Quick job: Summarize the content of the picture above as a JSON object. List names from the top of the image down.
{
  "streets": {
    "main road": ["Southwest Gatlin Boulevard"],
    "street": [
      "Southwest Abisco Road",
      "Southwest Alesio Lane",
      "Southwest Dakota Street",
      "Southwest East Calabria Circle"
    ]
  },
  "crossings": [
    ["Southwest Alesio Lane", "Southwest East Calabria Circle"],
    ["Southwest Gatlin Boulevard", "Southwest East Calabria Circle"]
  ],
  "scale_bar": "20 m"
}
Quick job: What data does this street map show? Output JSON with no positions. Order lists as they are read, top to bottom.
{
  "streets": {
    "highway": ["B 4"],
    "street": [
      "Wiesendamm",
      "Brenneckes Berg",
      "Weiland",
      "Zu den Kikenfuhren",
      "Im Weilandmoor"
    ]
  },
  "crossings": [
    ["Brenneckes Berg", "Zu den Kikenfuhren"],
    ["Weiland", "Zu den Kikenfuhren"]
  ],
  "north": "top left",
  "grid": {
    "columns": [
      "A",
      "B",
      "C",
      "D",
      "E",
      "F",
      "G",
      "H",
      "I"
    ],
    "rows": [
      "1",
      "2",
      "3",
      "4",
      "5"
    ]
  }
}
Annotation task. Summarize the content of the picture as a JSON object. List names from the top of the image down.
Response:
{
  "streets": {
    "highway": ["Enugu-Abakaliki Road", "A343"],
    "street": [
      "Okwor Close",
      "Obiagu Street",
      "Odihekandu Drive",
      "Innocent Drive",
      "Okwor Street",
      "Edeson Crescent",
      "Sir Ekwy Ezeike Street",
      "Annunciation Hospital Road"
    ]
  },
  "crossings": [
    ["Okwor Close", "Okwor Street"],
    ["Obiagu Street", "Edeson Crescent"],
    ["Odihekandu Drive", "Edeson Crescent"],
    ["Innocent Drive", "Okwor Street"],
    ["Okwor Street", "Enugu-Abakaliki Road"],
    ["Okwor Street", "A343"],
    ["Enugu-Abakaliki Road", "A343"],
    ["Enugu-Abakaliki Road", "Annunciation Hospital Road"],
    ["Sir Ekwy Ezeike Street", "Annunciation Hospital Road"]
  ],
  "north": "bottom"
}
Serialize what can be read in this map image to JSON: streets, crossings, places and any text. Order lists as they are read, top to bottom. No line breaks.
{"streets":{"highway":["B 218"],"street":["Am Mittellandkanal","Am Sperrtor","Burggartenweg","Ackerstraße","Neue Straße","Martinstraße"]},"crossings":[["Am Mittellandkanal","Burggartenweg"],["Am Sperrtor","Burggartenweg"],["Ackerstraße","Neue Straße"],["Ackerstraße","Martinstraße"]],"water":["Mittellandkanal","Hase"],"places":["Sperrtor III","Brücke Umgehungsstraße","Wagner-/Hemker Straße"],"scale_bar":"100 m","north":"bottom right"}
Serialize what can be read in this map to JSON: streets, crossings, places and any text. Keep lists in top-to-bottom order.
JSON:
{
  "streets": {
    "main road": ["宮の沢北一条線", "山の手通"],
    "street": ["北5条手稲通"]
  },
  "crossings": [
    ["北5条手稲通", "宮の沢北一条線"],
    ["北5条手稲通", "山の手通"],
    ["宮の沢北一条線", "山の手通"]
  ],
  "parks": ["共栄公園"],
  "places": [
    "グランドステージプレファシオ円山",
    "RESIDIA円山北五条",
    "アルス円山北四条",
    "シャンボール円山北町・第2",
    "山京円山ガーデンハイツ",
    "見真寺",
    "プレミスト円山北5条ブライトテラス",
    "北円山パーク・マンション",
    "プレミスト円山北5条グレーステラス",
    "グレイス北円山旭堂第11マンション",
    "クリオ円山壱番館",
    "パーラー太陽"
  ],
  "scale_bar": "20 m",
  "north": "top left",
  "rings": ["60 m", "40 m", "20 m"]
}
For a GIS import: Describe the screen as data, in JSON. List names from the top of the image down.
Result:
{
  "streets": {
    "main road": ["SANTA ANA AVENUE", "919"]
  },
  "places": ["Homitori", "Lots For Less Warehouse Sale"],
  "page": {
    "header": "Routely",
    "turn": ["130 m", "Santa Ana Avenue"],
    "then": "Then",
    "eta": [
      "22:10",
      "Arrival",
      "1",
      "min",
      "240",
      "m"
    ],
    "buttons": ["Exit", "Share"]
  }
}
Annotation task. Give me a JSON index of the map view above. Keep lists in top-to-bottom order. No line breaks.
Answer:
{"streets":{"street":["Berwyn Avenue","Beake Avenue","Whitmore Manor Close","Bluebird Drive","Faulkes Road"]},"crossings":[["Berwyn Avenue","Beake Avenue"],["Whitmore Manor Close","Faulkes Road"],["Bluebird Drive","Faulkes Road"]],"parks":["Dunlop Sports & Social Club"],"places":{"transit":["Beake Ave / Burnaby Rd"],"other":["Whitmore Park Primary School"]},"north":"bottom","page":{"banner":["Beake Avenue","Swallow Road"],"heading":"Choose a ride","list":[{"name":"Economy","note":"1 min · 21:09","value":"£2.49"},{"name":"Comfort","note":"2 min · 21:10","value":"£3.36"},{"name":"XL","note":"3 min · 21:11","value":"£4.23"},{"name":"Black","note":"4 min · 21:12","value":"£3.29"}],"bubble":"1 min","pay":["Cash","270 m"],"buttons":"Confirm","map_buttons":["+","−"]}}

▶ [Work order] Produce a verbatim transcript of the material above.

▶ [Finished task]
Quick job: Summarize the content of the picture above as a JSON object. List names from the top of the image down.
{
  "streets": {
    "main road": ["Southwest Gatlin Boulevard"],
    "street": [
      "Southwest Abisco Road",
      "Southwest Alesio Lane",
      "Southwest Dakota Street",
      "Southwest East Calabria Circle"
    ]
  },
  "crossings": [
    ["Southwest Alesio Lane", "Southwest East Calabria Circle"],
    ["Southwest Gatlin Boulevard", "Southwest East Calabria Circle"]
  ],
  "scale_bar": "20 m"
}
Quick job: What data does this street map show? Output JSON with no positions. Order lists as they are read, top to bottom.
{
  "streets": {
    "highway": ["B 4"],
    "street": [
      "Wiesendamm",
      "Brenneckes Berg",
      "Weiland",
      "Zu den Kikenfuhren",
      "Im Weilandmoor"
    ]
  },
  "crossings": [
    ["Brenneckes Berg", "Zu den Kikenfuhren"],
    ["Weiland", "Zu den Kikenfuhren"]
  ],
  "north": "top left",
  "grid": {
    "columns": [
      "A",
      "B",
      "C",
      "D",
      "E",
      "F",
      "G",
      "H",
      "I"
    ],
    "rows": [
      "1",
      "2",
      "3",
      "4",
      "5"
    ]
  }
}
Annotation task. Summarize the content of the picture as a JSON object. List names from the top of the image down.
Response:
{
  "streets": {
    "highway": ["Enugu-Abakaliki Road", "A343"],
    "street": [
      "Okwor Close",
      "Obiagu Street",
      "Odihekandu Drive",
      "Innocent Drive",
      "Okwor Street",
      "Edeson Crescent",
      "Sir Ekwy Ezeike Street",
      "Annunciation Hospital Road"
    ]
  },
  "crossings": [
    ["Okwor Close", "Okwor Street"],
    ["Obiagu Street", "Edeson Crescent"],
    ["Odihekandu Drive", "Edeson Crescent"],
    ["Innocent Drive", "Okwor Street"],
    ["Okwor Street", "Enugu-Abakaliki Road"],
    ["Okwor Street", "A343"],
    ["Enugu-Abakaliki Road", "A343"],
    ["Enugu-Abakaliki Road", "Annunciation Hospital Road"],
    ["Sir Ekwy Ezeike Street", "Annunciation Hospital Road"]
  ],
  "north": "bottom"
}
Serialize what can be read in this map image to JSON: streets, crossings, places and any text. Order lists as they are read, top to bottom. No line breaks.
{"streets":{"highway":["B 218"],"street":["Am Mittellandkanal","Am Sperrtor","Burggartenweg","Ackerstraße","Neue Straße","Martinstraße"]},"crossings":[["Am Mittellandkanal","Burggartenweg"],["Am Sperrtor","Burggartenweg"],["Ackerstraße","Neue Straße"],["Ackerstraße","Martinstraße"]],"water":["Mittellandkanal","Hase"],"places":["Sperrtor III","Brücke Umgehungsstraße","Wagner-/Hemker Straße"],"scale_bar":"100 m","north":"bottom right"}
Serialize what can be read in this map to JSON: streets, crossings, places and any text. Keep lists in top-to-bottom order.
JSON:
{
  "streets": {
    "main road": ["宮の沢北一条線", "山の手通"],
    "street": ["北5条手稲通"]
  },
  "crossings": [
    ["北5条手稲通", "宮の沢北一条線"],
    ["北5条手稲通", "山の手通"],
    ["宮の沢北一条線", "山の手通"]
  ],
  "parks": ["共栄公園"],
  "places": [
    "グランドステージプレファシオ円山",
    "RESIDIA円山北五条",
    "アルス円山北四条",
    "シャンボール円山北町・第2",
    "山京円山ガーデンハイツ",
    "見真寺",
    "プレミスト円山北5条ブライトテラス",
    "北円山パーク・マンション",
    "プレミスト円山北5条グレーステラス",
    "グレイス北円山旭堂第11マンション",
    "クリオ円山壱番館",
    "パーラー太陽"
  ],
  "scale_bar": "20 m",
  "north": "top left",
  "rings": ["60 m", "40 m", "20 m"]
}
For a GIS import: Describe the screen as data, in JSON. List names from the top of the image down.
Result:
{
  "streets": {
    "main road": ["SANTA ANA AVENUE", "919"]
  },
  "places": ["Homitori", "Lots For Less Warehouse Sale"],
  "page": {
    "header": "Routely",
    "turn": ["130 m", "Santa Ana Avenue"],
    "then": "Then",
    "eta": [
      "22:10",
      "Arrival",
      "1",
      "min",
      "240",
      "m"
    ],
    "buttons": ["Exit", "Share"]
  }
}
Annotation task. Give me a JSON index of the map view above. Keep lists in top-to-bottom order. No line breaks.
Answer:
{"streets":{"street":["Berwyn Avenue","Beake Avenue","Whitmore Manor Close","Bluebird Drive","Faulkes Road"]},"crossings":[["Berwyn Avenue","Beake Avenue"],["Whitmore Manor Close","Faulkes Road"],["Bluebird Drive","Faulkes Road"]],"parks":["Dunlop Sports & Social Club"],"places":{"transit":["Beake Ave / Burnaby Rd"],"other":["Whitmore Park Primary School"]},"north":"bottom","page":{"banner":["Beake Avenue","Swallow Road"],"heading":"Choose a ride","list":[{"name":"Economy","note":"1 min · 21:09","value":"£2.49"},{"name":"Comfort","note":"2 min · 21:10","value":"£3.36"},{"name":"XL","note":"3 min · 21:11","value":"£4.23"},{"name":"Black","note":"4 min · 21:12","value":"£3.29"}],"bubble":"1 min","pay":["Cash","270 m"],"buttons":"Confirm","map_buttons":["+","−"]}}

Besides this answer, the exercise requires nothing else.